Called dynamic code obfuscation, the method is being used by attackers to place encrypted virus code onto victims' computers, wreaking havoc for antivirus vendors, said Yuval Ben-Itzhak, chief technology officer of Finjan. For example, if two people visit a malicious Web site at the same time, each person will get a different encrypted or obfuscated code, generated on the fly with a different set of function and parameter names.

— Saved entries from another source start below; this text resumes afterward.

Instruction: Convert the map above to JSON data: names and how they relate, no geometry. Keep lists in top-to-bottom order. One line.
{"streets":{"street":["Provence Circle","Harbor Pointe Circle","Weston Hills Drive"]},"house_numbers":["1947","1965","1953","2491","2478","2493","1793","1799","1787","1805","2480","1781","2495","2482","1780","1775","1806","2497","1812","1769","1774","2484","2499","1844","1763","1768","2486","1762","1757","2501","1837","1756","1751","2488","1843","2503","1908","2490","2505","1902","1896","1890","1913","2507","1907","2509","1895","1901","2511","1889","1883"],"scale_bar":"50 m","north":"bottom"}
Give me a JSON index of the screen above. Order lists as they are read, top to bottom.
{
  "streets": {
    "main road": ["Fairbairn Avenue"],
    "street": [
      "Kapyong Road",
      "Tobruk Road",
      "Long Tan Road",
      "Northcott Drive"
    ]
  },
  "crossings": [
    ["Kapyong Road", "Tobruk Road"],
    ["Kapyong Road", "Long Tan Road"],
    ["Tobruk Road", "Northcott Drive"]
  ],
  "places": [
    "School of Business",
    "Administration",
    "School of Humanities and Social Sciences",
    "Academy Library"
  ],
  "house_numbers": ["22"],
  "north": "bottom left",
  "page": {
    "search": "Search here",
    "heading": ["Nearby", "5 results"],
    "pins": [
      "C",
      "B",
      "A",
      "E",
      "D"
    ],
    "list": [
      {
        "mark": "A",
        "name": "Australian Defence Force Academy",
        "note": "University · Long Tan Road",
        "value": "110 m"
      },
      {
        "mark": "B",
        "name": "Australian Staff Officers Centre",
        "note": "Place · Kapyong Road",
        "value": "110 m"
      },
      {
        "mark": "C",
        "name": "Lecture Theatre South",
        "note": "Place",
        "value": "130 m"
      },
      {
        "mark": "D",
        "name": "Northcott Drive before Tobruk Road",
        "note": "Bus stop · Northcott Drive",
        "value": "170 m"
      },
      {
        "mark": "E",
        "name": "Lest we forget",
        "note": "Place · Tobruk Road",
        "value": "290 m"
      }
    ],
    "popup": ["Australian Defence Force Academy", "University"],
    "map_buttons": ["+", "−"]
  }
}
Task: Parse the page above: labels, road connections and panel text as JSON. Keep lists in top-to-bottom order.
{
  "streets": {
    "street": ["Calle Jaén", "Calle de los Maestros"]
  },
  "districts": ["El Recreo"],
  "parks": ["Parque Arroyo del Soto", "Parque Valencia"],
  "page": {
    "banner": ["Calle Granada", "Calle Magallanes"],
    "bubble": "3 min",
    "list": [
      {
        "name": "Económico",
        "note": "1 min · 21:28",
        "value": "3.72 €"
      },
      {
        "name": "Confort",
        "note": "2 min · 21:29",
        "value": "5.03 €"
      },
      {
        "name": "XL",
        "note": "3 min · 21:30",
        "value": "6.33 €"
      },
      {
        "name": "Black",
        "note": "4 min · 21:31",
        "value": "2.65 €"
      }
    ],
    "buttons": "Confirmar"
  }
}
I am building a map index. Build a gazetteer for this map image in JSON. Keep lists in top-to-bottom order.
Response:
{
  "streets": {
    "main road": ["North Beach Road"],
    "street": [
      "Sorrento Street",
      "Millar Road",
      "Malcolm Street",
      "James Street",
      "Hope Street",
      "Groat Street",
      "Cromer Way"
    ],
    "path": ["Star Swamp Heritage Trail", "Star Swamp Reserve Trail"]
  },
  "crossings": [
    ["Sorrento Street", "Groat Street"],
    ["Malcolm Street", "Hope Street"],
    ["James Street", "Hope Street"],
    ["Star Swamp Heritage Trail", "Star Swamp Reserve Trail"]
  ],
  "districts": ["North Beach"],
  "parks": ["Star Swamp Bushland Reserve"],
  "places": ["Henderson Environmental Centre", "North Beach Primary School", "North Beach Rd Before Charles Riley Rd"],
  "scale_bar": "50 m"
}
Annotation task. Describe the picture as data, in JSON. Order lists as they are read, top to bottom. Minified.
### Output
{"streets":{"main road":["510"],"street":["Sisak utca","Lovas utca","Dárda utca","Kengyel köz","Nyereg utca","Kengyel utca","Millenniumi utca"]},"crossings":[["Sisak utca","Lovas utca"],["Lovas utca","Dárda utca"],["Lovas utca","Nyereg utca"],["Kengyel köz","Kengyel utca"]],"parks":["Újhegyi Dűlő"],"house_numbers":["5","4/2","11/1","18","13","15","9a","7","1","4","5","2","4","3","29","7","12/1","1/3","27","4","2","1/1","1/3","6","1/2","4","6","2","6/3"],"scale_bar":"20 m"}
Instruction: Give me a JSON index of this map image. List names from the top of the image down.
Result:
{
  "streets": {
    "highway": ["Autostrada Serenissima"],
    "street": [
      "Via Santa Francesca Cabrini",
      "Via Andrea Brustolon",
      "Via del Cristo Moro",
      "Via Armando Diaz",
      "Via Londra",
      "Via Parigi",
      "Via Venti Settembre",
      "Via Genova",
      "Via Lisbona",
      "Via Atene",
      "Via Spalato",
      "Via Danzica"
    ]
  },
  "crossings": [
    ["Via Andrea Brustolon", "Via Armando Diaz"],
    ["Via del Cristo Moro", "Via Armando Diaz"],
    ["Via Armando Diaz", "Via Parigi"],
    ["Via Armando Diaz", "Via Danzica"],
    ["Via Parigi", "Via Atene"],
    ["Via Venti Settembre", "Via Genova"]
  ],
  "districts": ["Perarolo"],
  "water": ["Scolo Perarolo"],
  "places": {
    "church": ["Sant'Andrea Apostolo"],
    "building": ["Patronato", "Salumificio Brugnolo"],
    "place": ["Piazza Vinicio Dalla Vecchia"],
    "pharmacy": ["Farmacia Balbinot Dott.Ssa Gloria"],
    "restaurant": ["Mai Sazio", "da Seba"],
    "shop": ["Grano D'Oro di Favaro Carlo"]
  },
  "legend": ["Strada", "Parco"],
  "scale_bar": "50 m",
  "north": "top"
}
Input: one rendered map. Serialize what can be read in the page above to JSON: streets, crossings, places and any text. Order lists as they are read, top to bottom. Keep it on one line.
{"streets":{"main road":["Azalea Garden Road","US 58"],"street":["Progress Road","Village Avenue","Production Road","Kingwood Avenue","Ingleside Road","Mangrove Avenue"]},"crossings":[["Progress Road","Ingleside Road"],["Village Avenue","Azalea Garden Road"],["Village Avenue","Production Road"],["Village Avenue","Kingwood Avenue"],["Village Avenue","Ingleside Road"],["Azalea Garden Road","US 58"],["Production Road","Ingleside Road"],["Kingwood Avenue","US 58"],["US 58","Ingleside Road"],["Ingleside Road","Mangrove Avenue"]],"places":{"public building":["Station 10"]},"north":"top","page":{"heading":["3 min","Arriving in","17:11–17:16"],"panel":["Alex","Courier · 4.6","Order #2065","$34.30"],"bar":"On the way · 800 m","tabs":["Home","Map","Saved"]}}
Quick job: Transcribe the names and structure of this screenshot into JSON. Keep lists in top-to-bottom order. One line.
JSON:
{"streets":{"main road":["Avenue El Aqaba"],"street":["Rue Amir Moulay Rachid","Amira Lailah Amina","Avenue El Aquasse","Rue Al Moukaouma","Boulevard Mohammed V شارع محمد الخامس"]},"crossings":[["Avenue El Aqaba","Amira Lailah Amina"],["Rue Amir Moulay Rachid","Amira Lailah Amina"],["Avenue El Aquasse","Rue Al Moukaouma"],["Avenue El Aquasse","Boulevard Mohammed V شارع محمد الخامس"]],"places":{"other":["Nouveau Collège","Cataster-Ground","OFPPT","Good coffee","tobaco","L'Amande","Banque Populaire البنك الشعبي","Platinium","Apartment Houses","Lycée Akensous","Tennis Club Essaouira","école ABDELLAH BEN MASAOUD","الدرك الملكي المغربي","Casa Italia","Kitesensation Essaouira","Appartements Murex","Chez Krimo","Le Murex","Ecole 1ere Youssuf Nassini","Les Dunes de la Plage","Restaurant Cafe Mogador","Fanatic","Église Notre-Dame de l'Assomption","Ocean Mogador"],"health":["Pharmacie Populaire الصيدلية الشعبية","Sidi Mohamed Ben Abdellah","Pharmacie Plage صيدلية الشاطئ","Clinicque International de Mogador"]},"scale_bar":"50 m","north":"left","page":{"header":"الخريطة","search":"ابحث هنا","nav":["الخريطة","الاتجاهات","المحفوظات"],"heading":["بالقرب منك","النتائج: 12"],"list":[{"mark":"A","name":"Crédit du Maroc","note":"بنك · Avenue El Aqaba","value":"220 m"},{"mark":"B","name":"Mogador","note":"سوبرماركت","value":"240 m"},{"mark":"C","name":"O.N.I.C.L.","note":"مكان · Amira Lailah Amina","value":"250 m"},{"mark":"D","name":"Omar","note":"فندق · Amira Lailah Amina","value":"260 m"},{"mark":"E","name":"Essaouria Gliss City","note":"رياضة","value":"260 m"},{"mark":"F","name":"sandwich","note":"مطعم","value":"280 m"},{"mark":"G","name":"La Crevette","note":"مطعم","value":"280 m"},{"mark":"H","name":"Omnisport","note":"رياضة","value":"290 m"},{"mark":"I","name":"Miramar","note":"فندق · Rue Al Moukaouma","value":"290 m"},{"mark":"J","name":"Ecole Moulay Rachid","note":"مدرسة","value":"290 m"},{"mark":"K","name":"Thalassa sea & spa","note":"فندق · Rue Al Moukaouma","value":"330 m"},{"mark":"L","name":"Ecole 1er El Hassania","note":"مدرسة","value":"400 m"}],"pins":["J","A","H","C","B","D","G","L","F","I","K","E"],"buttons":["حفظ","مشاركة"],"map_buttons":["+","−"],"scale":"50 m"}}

The dynamic obfuscation method makes virus signatures virtually useless since different encryption keys change the way malicious code will exist on a victim's machine, Ben-Itzhak said.
"Security vendors that post security updates to their customers will need to theoretically create millions of signatures for their customers," Ben-Itzhak said. "This is the kind of real threat to businesses that relies only on alternative based technologies to secure their business."
Each time a surfer visits a malicious site, the encryption result is different using the dynamic obfuscation method because the key is changed, Ben-Itzhak said. This new method is being used to push out malicious code to end user machines, he said.
Code obfuscation is not new. Programmers have used the technique to hide redirect functions in pop-up, ad-driven Websites to avoid being penalized by search engines.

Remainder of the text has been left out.